> [Records to use]
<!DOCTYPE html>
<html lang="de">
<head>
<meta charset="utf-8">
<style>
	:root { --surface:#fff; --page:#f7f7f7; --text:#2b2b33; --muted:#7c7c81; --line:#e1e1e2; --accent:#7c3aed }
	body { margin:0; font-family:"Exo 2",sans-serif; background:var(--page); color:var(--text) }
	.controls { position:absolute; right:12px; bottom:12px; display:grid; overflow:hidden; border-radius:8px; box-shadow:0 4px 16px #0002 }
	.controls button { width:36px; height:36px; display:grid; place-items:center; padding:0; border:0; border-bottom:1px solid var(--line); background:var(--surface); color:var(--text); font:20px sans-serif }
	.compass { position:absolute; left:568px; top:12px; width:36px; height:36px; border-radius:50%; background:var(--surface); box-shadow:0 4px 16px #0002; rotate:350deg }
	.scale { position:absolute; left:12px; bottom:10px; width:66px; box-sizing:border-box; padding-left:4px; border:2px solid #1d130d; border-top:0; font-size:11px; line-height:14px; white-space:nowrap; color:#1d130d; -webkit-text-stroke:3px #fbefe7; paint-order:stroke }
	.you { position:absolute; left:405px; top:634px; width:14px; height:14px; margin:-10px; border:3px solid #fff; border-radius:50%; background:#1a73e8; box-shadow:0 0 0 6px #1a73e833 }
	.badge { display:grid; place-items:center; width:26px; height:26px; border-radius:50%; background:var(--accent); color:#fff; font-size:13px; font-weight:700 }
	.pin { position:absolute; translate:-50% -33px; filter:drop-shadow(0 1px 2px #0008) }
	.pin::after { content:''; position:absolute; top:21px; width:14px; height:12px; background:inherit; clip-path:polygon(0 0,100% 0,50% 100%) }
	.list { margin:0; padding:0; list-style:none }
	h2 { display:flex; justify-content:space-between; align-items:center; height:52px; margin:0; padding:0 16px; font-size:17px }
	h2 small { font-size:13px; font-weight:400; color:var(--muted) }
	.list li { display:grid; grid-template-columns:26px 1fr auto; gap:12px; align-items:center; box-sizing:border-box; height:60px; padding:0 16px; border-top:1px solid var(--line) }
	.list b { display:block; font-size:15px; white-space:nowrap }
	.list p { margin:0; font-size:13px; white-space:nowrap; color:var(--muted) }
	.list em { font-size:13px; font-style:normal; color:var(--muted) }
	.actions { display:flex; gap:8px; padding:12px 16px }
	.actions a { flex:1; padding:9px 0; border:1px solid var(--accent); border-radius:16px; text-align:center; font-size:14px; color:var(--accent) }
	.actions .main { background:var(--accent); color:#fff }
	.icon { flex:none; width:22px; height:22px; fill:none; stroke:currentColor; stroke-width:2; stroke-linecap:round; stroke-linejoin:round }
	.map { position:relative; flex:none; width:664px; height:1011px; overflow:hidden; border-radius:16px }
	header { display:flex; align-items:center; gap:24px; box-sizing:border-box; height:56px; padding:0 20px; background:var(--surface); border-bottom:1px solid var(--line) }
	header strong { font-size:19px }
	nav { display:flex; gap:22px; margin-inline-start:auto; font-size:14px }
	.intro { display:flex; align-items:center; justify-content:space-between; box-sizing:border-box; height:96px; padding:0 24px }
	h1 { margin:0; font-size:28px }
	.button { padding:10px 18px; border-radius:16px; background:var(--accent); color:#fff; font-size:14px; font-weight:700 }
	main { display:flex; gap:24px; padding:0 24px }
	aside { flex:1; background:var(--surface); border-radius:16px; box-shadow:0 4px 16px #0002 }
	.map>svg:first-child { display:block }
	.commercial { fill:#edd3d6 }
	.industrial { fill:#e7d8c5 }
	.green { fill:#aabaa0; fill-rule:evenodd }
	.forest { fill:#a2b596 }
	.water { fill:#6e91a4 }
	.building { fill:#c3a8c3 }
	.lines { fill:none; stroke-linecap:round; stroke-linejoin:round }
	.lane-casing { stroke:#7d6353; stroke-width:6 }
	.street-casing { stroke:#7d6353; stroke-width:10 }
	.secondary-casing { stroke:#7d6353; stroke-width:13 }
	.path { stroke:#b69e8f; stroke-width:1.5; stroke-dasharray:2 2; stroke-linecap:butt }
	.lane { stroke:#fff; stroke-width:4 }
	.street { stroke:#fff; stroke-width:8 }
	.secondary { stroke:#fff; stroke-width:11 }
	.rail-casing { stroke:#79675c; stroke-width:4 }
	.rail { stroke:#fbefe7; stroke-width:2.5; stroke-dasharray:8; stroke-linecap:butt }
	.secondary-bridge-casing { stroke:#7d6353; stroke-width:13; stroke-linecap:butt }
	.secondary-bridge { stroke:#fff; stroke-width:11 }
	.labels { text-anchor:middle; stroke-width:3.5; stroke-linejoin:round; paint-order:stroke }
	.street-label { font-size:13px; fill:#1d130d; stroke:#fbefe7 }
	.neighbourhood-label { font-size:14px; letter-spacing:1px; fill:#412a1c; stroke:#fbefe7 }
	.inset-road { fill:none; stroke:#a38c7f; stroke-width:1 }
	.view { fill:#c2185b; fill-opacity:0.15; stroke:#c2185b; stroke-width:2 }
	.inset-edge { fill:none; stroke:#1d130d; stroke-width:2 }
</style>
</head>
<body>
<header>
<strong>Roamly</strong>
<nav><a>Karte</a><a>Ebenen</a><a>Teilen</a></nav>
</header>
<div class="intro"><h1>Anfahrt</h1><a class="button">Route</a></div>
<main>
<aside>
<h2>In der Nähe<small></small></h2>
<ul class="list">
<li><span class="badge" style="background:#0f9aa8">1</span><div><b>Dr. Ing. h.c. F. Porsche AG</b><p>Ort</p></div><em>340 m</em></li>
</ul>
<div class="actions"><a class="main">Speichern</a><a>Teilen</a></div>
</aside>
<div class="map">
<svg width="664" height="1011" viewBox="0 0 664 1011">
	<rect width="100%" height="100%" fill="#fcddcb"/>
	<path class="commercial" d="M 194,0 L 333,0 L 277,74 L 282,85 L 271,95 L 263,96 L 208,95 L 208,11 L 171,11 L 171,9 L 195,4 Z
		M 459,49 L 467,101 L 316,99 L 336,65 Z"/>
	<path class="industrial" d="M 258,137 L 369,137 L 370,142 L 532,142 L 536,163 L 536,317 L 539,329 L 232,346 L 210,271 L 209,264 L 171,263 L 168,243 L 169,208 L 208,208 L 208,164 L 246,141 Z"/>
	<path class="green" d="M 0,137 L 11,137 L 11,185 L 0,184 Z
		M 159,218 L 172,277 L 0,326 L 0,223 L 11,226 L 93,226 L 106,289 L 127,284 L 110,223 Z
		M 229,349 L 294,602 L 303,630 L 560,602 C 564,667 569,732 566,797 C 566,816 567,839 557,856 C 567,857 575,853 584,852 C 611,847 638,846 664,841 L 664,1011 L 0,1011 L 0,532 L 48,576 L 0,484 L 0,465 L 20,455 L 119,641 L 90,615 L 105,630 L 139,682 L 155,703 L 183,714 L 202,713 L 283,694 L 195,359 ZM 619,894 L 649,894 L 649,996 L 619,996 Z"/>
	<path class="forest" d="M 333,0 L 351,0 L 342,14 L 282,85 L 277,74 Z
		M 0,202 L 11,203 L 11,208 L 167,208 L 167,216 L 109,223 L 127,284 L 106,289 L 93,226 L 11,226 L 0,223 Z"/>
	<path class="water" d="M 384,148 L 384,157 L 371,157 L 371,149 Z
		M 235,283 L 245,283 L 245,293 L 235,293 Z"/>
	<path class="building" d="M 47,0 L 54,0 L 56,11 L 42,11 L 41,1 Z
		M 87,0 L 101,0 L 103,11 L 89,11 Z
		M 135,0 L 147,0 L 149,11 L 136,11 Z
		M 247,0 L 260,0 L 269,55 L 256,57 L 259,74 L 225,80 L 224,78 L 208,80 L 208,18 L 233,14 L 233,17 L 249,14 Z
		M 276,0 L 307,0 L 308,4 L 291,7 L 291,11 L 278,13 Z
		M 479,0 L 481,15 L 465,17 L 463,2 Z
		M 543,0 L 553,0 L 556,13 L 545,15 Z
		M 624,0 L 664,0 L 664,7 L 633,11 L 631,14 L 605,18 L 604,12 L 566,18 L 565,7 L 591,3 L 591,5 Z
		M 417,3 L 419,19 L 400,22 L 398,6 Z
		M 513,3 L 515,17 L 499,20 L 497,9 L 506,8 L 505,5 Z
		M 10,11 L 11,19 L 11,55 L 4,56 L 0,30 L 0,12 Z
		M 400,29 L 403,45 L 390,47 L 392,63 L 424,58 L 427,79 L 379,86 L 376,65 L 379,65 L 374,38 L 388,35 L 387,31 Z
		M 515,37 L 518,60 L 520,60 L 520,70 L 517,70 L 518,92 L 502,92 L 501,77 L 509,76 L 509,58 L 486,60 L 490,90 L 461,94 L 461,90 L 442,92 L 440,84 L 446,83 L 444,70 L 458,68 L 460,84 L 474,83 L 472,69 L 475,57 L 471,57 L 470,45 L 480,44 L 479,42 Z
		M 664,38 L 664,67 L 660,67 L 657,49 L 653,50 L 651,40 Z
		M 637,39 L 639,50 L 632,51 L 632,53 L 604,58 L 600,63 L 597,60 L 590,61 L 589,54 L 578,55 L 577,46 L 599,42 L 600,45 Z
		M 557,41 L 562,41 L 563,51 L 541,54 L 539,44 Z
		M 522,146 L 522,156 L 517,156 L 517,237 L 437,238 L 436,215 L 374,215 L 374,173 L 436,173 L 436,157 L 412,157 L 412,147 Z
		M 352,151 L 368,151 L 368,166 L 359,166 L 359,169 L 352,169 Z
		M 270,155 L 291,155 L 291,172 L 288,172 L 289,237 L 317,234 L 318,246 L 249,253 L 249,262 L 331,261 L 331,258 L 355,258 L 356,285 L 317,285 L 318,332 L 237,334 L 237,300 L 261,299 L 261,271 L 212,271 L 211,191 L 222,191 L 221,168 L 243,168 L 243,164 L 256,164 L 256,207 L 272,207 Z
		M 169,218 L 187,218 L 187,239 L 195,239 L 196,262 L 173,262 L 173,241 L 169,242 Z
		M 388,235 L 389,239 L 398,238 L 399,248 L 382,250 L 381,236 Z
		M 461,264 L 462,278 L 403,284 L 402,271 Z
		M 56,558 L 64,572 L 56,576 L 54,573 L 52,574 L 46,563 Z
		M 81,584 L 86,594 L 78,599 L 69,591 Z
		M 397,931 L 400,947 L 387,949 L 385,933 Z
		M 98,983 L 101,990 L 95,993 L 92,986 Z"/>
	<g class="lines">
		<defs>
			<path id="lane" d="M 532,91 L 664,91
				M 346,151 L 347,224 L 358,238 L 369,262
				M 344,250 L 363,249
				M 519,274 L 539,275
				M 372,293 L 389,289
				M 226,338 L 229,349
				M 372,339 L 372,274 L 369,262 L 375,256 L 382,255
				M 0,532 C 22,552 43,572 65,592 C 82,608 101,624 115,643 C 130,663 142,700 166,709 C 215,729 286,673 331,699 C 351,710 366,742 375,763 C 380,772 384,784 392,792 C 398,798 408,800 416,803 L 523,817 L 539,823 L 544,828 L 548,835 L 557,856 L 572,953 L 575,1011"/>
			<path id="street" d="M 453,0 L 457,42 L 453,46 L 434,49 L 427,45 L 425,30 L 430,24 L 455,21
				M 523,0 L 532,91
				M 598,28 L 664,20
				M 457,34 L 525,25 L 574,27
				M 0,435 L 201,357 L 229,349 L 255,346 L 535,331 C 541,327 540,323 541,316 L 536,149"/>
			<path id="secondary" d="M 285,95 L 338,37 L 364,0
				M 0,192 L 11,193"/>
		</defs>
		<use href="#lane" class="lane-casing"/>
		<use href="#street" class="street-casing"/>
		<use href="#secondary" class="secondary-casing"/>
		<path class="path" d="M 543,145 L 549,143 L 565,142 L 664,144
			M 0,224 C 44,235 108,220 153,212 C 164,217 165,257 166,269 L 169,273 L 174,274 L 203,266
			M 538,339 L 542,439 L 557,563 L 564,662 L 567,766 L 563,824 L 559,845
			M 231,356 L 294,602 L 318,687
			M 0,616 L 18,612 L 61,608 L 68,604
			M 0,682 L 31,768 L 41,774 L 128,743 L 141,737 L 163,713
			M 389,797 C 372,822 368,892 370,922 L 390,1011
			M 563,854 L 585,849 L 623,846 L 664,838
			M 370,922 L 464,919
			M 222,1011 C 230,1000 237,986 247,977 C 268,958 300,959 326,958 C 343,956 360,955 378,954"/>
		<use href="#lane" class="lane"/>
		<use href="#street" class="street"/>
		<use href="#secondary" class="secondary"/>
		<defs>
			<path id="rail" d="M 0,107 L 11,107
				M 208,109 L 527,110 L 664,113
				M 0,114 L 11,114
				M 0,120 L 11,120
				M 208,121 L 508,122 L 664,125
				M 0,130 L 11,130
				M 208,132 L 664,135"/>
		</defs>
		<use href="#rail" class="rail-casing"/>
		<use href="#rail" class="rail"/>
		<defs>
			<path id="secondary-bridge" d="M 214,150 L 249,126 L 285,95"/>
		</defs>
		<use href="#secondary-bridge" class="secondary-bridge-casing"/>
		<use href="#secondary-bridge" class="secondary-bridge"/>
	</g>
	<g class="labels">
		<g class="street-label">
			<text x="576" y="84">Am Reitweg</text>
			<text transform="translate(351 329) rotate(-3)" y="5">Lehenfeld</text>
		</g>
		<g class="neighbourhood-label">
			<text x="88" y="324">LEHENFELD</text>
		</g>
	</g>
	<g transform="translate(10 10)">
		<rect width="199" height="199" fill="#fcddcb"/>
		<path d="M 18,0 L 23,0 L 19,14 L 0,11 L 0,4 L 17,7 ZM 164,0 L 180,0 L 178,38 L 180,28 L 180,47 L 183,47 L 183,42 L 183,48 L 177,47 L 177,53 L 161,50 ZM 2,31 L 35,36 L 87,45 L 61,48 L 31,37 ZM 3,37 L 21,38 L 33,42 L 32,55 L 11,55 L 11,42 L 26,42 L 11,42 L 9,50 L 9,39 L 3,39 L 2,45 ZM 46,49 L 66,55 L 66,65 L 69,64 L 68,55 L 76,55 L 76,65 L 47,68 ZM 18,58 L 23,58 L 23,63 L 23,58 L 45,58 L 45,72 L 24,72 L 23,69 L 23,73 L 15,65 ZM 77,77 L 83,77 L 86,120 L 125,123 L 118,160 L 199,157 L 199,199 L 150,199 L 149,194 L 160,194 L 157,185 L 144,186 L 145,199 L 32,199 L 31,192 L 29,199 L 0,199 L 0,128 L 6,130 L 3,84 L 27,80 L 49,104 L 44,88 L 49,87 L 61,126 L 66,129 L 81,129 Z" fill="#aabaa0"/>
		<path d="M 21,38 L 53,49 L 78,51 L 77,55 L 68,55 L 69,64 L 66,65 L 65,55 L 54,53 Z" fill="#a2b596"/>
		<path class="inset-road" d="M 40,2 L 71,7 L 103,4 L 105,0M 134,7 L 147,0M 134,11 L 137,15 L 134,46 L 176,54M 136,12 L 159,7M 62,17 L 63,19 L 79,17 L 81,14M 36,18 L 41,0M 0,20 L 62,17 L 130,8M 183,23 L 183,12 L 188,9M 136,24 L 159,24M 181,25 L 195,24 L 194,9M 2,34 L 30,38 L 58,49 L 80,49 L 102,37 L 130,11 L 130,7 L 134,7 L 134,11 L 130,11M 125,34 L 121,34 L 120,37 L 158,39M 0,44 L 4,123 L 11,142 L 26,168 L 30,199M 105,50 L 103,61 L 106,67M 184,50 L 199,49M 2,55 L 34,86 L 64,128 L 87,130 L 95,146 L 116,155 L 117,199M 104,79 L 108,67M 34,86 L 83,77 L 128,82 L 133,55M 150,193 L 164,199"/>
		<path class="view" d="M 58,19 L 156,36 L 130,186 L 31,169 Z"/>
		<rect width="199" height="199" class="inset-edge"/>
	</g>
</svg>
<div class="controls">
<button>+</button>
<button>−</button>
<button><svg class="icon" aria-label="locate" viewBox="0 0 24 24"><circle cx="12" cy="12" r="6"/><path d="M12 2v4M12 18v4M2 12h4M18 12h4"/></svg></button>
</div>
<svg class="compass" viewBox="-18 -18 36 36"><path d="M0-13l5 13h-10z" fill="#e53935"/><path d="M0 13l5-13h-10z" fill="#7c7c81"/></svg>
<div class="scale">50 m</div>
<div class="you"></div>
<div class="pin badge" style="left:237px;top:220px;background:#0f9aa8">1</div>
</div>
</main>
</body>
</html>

* * *

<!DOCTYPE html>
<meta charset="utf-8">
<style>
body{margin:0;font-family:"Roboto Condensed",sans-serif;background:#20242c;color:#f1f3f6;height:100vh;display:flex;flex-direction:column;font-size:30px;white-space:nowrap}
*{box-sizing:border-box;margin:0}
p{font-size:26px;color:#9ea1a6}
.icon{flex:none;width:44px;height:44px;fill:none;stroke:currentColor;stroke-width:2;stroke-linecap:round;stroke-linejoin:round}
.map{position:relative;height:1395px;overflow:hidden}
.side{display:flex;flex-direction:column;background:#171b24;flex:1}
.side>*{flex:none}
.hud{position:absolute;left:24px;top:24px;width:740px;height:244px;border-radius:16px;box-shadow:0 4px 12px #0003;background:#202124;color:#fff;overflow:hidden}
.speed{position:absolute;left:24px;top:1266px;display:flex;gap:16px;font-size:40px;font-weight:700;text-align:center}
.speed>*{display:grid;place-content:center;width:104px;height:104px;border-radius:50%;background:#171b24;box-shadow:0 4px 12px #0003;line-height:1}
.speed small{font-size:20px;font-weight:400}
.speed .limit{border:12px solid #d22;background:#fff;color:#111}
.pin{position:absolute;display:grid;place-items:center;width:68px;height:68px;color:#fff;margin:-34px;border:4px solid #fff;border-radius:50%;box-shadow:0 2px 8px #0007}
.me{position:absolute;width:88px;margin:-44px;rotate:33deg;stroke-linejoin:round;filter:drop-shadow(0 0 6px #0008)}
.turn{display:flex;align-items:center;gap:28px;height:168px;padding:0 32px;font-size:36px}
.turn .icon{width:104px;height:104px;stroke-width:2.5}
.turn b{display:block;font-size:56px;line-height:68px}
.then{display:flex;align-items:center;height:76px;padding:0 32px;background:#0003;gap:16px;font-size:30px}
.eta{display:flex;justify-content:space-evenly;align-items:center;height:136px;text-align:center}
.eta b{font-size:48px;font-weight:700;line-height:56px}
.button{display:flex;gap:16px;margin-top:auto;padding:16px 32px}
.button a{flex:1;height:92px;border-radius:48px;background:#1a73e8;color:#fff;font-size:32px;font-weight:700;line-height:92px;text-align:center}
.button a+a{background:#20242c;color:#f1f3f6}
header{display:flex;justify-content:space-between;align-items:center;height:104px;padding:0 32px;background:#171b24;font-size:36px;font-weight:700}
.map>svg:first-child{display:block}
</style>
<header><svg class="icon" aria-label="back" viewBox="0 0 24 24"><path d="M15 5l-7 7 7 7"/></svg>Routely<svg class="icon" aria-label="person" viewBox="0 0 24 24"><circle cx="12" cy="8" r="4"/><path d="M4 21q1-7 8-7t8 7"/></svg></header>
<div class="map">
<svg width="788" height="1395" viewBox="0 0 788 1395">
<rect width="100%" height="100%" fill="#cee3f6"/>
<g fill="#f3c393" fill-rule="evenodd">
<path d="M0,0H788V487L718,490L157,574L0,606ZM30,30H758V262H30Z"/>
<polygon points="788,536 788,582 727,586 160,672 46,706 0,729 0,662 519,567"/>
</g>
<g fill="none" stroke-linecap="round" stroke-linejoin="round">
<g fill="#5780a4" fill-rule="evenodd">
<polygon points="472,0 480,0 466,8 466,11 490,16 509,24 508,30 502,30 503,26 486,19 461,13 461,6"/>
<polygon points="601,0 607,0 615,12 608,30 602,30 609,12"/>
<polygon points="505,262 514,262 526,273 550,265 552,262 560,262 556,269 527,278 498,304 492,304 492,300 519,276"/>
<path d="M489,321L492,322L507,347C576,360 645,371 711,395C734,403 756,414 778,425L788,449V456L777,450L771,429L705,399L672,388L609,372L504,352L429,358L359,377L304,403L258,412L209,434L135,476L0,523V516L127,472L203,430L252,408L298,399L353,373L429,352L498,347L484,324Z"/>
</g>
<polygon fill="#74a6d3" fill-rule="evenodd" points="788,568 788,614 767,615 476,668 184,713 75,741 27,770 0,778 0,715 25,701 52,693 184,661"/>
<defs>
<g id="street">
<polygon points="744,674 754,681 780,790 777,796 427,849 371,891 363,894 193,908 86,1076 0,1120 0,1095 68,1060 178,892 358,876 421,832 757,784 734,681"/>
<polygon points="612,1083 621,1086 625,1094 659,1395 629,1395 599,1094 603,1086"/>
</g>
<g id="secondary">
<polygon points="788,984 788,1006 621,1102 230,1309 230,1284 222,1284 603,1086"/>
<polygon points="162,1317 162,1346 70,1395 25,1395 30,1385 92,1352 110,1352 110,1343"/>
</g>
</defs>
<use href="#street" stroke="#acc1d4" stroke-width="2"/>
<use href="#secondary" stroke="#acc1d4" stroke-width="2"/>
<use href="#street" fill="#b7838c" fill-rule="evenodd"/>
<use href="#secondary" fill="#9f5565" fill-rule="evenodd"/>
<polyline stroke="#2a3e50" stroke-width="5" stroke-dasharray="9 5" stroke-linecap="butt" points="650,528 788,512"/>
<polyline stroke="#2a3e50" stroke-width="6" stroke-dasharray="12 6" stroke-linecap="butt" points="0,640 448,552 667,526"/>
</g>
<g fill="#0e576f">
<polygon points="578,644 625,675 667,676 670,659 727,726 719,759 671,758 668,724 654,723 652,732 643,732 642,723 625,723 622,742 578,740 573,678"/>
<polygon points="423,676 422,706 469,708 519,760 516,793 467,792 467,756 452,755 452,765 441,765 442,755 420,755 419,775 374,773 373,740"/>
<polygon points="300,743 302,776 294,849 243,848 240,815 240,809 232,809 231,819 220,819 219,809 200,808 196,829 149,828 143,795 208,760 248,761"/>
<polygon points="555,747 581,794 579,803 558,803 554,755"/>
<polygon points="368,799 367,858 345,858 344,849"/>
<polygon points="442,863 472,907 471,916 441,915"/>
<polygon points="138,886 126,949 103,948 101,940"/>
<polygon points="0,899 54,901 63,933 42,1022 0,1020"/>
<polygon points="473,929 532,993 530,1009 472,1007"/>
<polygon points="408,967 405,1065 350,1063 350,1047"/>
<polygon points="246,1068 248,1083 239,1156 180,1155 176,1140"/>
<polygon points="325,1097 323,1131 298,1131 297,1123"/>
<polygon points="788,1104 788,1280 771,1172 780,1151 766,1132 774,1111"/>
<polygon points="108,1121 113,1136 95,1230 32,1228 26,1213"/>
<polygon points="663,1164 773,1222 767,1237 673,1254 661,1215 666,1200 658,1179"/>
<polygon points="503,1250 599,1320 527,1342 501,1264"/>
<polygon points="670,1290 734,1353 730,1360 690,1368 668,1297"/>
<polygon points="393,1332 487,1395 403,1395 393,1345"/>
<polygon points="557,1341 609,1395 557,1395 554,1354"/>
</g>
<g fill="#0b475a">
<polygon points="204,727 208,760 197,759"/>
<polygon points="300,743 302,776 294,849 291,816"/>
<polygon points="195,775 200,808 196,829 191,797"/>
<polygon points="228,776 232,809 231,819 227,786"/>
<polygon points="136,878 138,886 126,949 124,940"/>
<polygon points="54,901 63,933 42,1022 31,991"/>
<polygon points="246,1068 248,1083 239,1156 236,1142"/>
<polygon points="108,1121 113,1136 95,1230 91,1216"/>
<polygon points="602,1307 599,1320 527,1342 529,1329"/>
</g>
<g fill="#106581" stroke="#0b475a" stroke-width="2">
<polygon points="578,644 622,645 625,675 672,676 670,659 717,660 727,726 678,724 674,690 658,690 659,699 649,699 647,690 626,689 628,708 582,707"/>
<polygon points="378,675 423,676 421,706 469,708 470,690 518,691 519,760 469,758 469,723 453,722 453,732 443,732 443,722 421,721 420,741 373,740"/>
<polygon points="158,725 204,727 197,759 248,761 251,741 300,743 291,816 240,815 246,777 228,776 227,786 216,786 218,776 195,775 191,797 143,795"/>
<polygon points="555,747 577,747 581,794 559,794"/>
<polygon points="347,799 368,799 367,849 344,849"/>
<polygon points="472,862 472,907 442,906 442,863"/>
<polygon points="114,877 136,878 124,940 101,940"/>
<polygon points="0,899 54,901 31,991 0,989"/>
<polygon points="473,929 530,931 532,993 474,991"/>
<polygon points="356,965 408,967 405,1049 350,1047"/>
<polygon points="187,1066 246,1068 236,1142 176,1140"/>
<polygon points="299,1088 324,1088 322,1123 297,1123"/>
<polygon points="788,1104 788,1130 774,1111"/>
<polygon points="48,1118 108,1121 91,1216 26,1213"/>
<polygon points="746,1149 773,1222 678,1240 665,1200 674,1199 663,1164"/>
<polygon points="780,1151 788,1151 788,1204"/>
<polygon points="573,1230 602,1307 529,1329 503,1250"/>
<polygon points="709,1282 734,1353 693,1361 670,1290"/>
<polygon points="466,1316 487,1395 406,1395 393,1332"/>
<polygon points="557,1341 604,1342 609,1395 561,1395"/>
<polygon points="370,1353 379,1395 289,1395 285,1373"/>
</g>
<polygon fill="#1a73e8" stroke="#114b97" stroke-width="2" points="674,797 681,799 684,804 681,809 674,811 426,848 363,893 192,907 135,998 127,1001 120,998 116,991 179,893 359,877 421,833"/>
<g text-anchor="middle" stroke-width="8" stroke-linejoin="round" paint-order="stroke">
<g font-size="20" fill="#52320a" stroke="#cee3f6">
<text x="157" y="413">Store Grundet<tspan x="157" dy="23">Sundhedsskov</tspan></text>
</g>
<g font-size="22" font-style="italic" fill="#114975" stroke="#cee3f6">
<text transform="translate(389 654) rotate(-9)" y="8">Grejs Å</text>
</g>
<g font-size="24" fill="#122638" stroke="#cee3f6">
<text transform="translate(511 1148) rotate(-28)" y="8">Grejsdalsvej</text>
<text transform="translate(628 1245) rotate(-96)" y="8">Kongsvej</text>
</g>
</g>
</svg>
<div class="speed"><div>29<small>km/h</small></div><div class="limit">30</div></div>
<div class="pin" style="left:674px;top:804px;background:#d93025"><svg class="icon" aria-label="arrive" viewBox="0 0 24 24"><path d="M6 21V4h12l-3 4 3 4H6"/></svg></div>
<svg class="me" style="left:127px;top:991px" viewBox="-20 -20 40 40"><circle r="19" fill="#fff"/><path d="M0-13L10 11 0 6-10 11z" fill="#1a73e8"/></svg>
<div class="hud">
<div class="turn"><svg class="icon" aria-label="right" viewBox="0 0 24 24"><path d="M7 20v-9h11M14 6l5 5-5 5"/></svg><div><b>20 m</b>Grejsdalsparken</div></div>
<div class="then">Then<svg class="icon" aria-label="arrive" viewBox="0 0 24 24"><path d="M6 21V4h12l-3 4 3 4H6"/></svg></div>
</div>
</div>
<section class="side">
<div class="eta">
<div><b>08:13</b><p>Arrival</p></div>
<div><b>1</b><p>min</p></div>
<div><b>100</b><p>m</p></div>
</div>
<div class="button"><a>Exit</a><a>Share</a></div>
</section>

> [Try it]
From the entries above, extract every line where the word "controls" appears.

> [Reply to the exercise]
	.controls { position:absolute; right:12px; bottom:12px; display:grid; overflow:hidden; border-radius:8px; box-shadow:0 4px 16px #0002 }
	.controls button { width:36px; height:36px; display:grid; place-items:center; padding:0; border:0; border-bottom:1px solid var(--line); background:var(--surface); color:var(--text); font:20px sans-serif }
<div class="controls">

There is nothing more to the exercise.